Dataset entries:
######
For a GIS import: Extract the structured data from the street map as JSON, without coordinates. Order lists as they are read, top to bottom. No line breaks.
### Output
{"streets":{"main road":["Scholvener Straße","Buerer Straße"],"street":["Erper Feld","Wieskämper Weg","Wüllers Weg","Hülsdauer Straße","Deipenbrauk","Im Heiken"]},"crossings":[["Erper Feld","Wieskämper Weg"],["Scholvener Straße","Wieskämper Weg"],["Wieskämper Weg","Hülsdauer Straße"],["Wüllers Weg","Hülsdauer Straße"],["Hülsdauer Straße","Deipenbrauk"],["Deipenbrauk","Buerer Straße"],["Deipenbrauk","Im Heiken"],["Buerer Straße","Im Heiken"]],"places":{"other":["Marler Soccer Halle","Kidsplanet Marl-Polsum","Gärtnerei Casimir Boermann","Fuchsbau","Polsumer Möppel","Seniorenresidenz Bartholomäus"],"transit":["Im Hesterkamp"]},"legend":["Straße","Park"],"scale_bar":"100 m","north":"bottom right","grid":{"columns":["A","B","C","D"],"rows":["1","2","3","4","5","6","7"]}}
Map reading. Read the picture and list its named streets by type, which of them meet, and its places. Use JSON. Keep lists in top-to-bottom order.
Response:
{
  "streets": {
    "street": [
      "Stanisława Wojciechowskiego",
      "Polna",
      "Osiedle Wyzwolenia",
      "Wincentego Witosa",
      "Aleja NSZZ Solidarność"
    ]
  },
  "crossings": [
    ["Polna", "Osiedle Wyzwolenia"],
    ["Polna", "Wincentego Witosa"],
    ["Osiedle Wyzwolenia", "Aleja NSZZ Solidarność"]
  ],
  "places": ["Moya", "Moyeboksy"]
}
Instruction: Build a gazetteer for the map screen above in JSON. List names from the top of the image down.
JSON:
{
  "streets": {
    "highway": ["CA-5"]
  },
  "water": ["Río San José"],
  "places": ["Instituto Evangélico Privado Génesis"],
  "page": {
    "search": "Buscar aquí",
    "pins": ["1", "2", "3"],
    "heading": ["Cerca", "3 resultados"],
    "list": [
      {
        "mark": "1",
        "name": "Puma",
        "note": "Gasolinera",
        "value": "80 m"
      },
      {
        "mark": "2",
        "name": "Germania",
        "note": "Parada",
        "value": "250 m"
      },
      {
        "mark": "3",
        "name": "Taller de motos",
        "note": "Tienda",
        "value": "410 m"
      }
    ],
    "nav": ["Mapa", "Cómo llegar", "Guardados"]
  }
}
######
-- EXERCISE PROMPT --
Every record is to be repeated exactly as it stands above.

-- WRITTEN ANSWER --
For a GIS import: Extract the structured data from the street map as JSON, without coordinates. Order lists as they are read, top to bottom. No line breaks.
### Output
{"streets":{"main road":["Scholvener Straße","Buerer Straße"],"street":["Erper Feld","Wieskämper Weg","Wüllers Weg","Hülsdauer Straße","Deipenbrauk","Im Heiken"]},"crossings":[["Erper Feld","Wieskämper Weg"],["Scholvener Straße","Wieskämper Weg"],["Wieskämper Weg","Hülsdauer Straße"],["Wüllers Weg","Hülsdauer Straße"],["Hülsdauer Straße","Deipenbrauk"],["Deipenbrauk","Buerer Straße"],["Deipenbrauk","Im Heiken"],["Buerer Straße","Im Heiken"]],"places":{"other":["Marler Soccer Halle","Kidsplanet Marl-Polsum","Gärtnerei Casimir Boermann","Fuchsbau","Polsumer Möppel","Seniorenresidenz Bartholomäus"],"transit":["Im Hesterkamp"]},"legend":["Straße","Park"],"scale_bar":"100 m","north":"bottom right","grid":{"columns":["A","B","C","D"],"rows":["1","2","3","4","5","6","7"]}}
Map reading. Read the picture and list its named streets by type, which of them meet, and its places. Use JSON. Keep lists in top-to-bottom order.
Response:
{
  "streets": {
    "street": [
      "Stanisława Wojciechowskiego",
      "Polna",
      "Osiedle Wyzwolenia",
      "Wincentego Witosa",
      "Aleja NSZZ Solidarność"
    ]
  },
  "crossings": [
    ["Polna", "Osiedle Wyzwolenia"],
    ["Polna", "Wincentego Witosa"],
    ["Osiedle Wyzwolenia", "Aleja NSZZ Solidarność"]
  ],
  "places": ["Moya", "Moyeboksy"]
}
Instruction: Build a gazetteer for the map screen above in JSON. List names from the top of the image down.
JSON:
{
  "streets": {
    "highway": ["CA-5"]
  },
  "water": ["Río San José"],
  "places": ["Instituto Evangélico Privado Génesis"],
  "page": {
    "search": "Buscar aquí",
    "pins": ["1", "2", "3"],
    "heading": ["Cerca", "3 resultados"],
    "list": [
      {
        "mark": "1",
        "name": "Puma",
        "note": "Gasolinera",
        "value": "80 m"
      },
      {
        "mark": "2",
        "name": "Germania",
        "note": "Parada",
        "value": "250 m"
      },
      {
        "mark": "3",
        "name": "Taller de motos",
        "note": "Tienda",
        "value": "410 m"
      }
    ],
    "nav": ["Mapa", "Cómo llegar", "Guardados"]
  }
}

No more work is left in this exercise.